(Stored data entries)
▶

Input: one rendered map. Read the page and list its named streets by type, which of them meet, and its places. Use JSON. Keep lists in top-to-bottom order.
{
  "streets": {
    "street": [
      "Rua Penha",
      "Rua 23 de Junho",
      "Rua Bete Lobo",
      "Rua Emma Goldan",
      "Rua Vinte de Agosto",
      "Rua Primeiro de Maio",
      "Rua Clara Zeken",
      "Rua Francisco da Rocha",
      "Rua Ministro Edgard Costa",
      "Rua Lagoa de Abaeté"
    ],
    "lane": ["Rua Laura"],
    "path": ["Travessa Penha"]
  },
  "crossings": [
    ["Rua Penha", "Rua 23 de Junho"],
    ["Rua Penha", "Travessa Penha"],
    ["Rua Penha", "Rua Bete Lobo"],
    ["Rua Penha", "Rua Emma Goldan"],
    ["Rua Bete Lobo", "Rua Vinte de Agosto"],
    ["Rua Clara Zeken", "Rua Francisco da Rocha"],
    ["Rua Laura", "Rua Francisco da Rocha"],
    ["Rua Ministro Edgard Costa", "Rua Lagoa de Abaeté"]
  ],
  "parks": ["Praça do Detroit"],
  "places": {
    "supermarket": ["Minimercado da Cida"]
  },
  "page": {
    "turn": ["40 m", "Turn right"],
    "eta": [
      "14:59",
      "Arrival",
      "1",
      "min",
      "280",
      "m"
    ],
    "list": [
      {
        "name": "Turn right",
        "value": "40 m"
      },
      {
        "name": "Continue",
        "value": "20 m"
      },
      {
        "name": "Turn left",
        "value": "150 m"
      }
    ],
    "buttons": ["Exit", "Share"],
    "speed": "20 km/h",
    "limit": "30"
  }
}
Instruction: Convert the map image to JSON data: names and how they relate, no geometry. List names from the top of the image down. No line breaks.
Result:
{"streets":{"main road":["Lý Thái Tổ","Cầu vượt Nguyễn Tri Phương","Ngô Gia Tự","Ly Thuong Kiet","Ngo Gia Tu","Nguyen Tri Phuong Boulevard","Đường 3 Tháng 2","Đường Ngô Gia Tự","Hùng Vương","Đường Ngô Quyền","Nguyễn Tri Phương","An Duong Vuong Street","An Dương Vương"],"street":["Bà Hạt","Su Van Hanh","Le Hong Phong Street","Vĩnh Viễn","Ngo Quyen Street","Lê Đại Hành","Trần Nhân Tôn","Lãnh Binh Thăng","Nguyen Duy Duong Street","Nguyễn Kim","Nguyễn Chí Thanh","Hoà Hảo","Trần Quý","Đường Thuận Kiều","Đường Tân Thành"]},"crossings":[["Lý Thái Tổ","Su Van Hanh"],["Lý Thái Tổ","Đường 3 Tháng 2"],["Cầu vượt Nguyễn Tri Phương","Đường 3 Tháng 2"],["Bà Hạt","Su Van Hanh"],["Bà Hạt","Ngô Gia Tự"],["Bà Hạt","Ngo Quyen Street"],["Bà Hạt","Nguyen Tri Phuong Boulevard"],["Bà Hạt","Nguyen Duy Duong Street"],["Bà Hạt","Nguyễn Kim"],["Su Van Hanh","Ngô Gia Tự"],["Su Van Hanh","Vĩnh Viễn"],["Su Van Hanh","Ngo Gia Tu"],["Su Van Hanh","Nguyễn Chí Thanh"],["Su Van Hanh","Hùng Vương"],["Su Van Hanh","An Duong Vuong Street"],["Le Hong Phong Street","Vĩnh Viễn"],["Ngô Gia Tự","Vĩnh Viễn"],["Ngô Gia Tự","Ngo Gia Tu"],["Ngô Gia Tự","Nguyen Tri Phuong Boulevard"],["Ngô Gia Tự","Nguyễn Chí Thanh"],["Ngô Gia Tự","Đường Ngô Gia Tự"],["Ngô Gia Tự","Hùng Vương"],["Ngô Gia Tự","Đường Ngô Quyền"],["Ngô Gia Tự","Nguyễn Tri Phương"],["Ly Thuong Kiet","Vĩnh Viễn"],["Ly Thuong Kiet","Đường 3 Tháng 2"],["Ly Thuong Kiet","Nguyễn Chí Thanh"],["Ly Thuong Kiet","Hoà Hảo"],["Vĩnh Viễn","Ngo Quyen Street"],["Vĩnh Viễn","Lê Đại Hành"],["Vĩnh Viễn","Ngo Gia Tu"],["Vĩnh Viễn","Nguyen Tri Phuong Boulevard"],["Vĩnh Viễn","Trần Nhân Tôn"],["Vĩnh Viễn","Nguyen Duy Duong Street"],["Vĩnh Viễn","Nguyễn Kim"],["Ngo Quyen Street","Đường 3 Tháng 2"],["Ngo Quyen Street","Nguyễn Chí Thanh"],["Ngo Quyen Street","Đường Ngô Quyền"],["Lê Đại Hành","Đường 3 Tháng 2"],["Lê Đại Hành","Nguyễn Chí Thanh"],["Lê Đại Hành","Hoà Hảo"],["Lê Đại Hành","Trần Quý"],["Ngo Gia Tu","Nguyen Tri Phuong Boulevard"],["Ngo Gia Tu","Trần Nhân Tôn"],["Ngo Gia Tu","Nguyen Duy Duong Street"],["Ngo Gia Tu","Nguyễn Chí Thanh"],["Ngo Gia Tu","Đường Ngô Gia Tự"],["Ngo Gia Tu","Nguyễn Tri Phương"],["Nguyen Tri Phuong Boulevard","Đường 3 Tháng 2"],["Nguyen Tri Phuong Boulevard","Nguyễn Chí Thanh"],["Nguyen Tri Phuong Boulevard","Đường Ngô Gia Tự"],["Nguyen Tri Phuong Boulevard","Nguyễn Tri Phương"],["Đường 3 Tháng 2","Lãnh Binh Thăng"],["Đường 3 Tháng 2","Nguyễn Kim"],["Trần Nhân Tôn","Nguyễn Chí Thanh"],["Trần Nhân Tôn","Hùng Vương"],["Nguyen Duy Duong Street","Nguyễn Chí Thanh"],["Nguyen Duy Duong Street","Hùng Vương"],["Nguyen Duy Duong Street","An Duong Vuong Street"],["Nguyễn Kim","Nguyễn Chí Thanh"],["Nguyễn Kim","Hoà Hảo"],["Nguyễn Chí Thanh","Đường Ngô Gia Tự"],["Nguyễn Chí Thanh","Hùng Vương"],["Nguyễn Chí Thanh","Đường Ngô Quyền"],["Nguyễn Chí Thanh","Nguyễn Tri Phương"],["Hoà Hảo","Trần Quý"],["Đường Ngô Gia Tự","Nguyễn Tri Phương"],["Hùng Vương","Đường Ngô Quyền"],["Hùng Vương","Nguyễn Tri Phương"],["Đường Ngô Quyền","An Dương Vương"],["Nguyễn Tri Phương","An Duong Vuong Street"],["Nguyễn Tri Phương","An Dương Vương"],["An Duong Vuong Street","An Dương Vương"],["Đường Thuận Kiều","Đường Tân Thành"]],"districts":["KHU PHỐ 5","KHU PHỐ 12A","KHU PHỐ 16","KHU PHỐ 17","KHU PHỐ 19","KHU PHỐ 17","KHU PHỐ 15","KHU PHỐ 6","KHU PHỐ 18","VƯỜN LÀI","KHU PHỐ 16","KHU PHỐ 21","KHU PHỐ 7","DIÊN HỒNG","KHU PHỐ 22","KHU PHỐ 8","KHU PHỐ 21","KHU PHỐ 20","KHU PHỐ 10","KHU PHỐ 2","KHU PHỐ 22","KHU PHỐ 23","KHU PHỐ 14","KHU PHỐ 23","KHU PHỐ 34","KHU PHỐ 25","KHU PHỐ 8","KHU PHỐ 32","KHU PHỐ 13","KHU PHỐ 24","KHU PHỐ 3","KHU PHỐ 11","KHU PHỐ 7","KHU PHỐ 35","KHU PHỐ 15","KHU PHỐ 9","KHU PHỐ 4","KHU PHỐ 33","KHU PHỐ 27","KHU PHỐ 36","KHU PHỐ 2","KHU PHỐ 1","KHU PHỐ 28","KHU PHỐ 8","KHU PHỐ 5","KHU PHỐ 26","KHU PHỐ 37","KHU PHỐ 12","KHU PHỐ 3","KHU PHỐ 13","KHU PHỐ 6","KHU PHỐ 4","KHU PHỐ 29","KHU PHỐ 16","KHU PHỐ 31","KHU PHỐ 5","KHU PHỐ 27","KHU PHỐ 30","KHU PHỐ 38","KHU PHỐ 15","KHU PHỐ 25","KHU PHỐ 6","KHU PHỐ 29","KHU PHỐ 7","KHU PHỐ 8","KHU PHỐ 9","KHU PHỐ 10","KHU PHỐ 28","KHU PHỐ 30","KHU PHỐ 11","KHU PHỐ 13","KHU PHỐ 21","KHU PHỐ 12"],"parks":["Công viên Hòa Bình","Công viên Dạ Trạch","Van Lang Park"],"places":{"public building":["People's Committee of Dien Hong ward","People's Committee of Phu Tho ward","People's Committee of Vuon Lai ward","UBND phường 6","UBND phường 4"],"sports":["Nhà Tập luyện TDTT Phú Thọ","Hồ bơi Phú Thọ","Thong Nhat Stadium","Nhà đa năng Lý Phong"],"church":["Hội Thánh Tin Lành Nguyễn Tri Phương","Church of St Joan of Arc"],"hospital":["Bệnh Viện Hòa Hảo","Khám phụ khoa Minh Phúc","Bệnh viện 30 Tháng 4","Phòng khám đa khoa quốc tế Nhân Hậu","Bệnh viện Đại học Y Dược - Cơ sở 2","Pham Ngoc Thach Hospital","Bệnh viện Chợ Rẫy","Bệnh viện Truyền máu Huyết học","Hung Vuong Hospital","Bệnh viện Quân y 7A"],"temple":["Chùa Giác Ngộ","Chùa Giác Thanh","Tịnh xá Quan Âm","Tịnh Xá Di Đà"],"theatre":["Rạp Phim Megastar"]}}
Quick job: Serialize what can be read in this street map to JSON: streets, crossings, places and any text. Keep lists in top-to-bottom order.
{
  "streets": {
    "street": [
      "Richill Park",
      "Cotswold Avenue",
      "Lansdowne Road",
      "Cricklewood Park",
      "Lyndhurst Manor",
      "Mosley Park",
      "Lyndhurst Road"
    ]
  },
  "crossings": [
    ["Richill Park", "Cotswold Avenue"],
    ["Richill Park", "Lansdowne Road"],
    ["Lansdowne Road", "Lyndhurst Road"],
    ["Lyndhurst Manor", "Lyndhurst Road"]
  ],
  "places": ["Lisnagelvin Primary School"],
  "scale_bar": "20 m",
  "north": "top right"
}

◀

WHAT IS EXPECTED: Whenever a line of the data above includes the word "Francisco", copy that line.

TASK RESULT:
      "Rua Francisco da Rocha",
    ["Rua Clara Zeken", "Rua Francisco da Rocha"],
    ["Rua Laura", "Rua Francisco da Rocha"],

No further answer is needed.